• Task prompt:
For the records that follow, please set down exactly the lines between the one holding "position:absolute; left:432px; top:75px;" and the one holding "display:grid; place-items:center; width:55px;", inclusive, and only those.

• Extracted material:

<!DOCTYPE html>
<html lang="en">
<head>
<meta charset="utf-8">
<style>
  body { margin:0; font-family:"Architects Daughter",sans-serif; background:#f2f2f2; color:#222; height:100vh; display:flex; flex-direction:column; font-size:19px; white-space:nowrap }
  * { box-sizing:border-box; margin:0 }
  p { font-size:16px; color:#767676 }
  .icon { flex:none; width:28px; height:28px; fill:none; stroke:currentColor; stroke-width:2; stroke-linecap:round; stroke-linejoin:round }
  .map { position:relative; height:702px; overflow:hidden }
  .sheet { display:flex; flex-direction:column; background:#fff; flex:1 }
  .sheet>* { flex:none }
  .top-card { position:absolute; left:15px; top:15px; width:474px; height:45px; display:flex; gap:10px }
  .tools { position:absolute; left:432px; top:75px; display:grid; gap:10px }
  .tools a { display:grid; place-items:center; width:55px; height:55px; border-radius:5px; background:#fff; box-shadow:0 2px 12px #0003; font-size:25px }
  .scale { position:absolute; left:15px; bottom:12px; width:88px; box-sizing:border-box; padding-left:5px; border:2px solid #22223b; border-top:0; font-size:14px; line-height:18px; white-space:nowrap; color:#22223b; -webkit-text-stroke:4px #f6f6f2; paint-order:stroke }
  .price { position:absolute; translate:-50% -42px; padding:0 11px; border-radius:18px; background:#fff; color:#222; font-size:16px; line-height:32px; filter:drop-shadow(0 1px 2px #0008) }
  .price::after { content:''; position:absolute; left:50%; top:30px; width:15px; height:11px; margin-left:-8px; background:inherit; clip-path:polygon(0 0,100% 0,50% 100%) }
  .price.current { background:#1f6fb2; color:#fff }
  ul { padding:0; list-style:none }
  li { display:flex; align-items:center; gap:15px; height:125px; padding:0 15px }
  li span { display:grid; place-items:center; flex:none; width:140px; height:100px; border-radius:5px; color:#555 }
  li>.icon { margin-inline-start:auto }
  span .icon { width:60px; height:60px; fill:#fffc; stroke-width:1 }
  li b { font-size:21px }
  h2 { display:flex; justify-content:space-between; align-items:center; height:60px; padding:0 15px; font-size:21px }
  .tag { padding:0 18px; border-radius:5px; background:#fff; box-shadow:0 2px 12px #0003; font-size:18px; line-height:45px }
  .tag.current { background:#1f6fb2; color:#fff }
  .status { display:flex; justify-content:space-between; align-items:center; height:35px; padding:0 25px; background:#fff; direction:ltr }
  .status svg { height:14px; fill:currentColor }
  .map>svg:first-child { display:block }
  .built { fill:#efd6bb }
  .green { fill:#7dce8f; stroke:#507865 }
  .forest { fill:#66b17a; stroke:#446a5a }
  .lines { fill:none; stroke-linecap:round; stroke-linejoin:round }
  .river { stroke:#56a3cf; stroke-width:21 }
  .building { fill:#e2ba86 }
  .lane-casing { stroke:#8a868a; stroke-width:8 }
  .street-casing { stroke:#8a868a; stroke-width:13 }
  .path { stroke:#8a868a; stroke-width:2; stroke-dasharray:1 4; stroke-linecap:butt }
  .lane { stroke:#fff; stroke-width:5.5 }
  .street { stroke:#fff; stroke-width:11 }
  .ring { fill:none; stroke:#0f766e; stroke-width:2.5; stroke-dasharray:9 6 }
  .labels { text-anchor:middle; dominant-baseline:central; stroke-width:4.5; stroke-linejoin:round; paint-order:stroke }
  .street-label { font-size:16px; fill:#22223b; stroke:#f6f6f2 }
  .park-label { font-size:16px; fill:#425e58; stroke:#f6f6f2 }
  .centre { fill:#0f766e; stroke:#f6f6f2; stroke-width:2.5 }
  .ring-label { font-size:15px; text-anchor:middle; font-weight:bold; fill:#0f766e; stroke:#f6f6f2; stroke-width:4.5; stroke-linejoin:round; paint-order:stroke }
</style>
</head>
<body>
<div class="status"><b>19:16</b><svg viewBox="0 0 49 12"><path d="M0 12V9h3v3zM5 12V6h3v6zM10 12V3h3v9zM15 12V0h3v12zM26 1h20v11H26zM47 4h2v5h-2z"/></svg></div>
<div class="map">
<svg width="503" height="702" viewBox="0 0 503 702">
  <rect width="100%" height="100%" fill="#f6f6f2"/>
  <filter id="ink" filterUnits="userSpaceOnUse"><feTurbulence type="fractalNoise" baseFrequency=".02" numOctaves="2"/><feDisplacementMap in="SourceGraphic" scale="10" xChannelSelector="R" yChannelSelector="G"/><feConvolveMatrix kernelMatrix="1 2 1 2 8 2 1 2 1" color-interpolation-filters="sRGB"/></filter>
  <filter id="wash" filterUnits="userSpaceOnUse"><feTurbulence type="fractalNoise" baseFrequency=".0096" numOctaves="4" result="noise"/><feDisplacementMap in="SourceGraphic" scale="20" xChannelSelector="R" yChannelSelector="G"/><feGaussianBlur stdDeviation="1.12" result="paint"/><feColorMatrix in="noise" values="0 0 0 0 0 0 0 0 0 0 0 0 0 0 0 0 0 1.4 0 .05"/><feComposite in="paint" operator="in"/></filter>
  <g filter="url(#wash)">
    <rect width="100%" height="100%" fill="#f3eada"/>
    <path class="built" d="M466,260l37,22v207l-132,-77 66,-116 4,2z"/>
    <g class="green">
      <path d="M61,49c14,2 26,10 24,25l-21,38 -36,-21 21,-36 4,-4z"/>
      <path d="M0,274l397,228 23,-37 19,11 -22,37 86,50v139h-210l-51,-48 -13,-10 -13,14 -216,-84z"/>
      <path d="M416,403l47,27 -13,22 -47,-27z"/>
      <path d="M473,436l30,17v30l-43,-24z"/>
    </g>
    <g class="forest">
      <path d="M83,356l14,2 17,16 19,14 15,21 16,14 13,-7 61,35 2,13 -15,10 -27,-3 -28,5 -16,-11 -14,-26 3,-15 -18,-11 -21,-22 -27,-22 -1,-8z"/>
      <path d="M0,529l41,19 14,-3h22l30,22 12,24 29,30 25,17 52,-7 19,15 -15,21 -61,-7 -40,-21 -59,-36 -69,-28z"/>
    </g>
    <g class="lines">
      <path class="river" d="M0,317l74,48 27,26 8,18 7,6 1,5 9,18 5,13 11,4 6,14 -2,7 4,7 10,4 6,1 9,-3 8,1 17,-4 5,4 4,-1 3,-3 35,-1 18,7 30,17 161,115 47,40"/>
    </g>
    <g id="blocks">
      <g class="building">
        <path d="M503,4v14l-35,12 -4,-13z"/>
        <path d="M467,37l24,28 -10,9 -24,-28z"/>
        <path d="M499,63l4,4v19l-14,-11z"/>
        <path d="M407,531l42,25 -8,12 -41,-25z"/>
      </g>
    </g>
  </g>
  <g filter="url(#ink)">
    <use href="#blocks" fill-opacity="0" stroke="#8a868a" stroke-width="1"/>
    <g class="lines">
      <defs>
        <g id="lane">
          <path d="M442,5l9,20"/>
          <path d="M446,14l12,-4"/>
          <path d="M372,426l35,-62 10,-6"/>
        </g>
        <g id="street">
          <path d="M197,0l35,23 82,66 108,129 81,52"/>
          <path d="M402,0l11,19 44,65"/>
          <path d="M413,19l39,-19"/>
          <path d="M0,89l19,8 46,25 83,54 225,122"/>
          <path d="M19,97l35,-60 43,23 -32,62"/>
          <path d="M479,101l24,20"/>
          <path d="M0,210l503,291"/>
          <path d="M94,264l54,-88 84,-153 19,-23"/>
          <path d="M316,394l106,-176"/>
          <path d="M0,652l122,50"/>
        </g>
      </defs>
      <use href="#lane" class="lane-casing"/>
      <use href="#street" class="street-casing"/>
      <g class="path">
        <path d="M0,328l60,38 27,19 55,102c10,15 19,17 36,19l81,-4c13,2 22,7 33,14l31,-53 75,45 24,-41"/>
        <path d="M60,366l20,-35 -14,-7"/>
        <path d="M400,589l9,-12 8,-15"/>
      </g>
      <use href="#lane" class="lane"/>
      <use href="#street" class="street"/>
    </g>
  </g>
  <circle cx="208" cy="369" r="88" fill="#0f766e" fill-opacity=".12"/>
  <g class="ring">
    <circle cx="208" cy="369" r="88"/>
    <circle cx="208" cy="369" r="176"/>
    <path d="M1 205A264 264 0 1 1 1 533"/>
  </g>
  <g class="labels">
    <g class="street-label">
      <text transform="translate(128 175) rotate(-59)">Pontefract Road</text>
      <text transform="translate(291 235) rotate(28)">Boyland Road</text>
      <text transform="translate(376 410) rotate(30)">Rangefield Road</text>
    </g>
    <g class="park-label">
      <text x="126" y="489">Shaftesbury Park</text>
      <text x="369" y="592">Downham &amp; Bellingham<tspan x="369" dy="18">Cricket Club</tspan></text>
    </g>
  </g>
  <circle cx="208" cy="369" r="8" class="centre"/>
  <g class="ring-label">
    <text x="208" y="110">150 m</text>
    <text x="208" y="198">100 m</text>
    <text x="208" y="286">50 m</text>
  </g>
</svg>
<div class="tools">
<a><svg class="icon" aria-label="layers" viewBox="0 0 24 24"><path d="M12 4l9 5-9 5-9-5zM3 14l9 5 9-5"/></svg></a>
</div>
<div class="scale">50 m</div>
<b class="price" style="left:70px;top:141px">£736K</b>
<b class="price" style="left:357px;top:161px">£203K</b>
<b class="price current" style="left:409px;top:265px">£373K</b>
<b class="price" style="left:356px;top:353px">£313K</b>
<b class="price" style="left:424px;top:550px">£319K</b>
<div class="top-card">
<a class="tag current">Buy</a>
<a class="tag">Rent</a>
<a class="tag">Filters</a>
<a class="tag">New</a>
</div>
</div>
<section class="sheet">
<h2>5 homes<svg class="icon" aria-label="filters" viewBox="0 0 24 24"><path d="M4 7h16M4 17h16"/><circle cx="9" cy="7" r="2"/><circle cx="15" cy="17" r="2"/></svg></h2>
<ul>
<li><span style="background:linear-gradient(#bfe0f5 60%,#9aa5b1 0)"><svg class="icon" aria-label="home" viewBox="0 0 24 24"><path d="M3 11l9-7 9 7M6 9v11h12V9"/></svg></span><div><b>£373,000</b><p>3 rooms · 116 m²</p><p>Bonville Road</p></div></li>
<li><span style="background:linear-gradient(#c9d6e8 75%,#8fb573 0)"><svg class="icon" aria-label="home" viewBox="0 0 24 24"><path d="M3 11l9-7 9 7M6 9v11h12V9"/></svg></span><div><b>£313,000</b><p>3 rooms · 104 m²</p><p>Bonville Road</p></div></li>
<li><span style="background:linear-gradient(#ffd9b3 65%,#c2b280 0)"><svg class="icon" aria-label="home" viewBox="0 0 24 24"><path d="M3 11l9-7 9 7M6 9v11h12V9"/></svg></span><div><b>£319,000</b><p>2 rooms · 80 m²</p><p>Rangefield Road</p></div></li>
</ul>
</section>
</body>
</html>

• Result of the exercise:
  .tools { position:absolute; left:432px; top:75px; display:grid; gap:10px }
  .tools a { display:grid; place-items:center; width:55px; height:55px; border-radius:5px; background:#fff; box-shadow:0 2px 12px #0003; font-size:25px }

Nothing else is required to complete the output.